Could you reproduce every record below exactly, excluding all pictures?

▸ Recorded data:
____
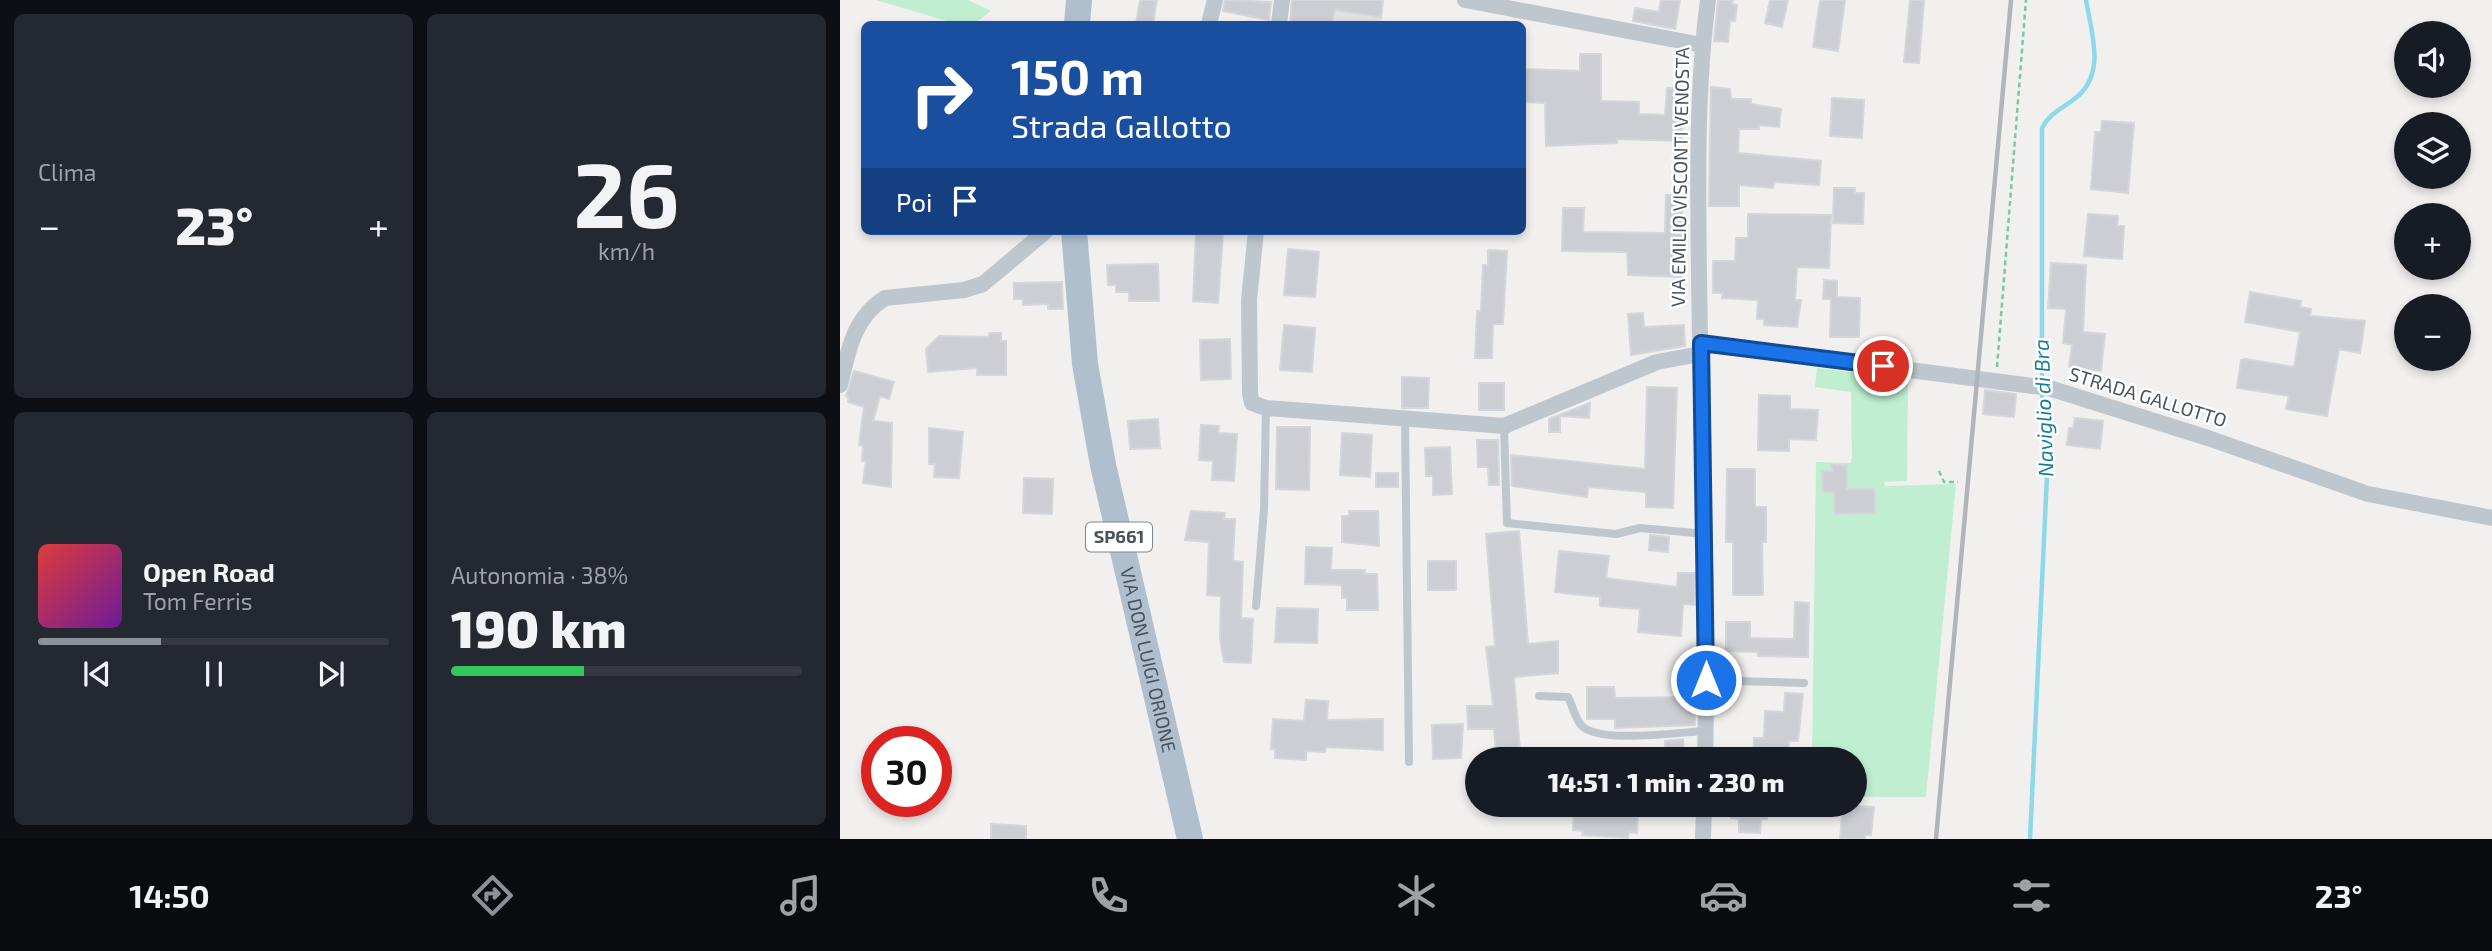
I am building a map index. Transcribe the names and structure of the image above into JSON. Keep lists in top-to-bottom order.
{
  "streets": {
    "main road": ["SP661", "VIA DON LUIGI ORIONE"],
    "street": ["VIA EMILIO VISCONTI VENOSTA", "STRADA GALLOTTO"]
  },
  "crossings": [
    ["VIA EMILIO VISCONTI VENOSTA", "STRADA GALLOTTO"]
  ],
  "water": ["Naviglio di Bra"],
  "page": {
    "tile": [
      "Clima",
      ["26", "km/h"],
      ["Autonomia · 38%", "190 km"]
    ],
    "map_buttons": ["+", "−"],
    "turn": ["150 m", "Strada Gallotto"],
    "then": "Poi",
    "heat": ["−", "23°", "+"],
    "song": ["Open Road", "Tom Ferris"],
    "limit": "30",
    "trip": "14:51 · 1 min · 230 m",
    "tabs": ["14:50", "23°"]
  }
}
____
▸ ANSWER BOX:
I am building a map index. Transcribe the names and structure of the image above into JSON. Keep lists in top-to-bottom order.
{
  "streets": {
    "main road": ["SP661", "VIA DON LUIGI ORIONE"],
    "street": ["VIA EMILIO VISCONTI VENOSTA", "STRADA GALLOTTO"]
  },
  "crossings": [
    ["VIA EMILIO VISCONTI VENOSTA", "STRADA GALLOTTO"]
  ],
  "water": ["Naviglio di Bra"],
  "page": {
    "tile": [
      "Clima",
      ["26", "km/h"],
      ["Autonomia · 38%", "190 km"]
    ],
    "map_buttons": ["+", "−"],
    "turn": ["150 m", "Strada Gallotto"],
    "then": "Poi",
    "heat": ["−", "23°", "+"],
    "song": ["Open Road", "Tom Ferris"],
    "limit": "30",
    "trip": "14:51 · 1 min · 230 m",
    "tabs": ["14:50", "23°"]
  }
}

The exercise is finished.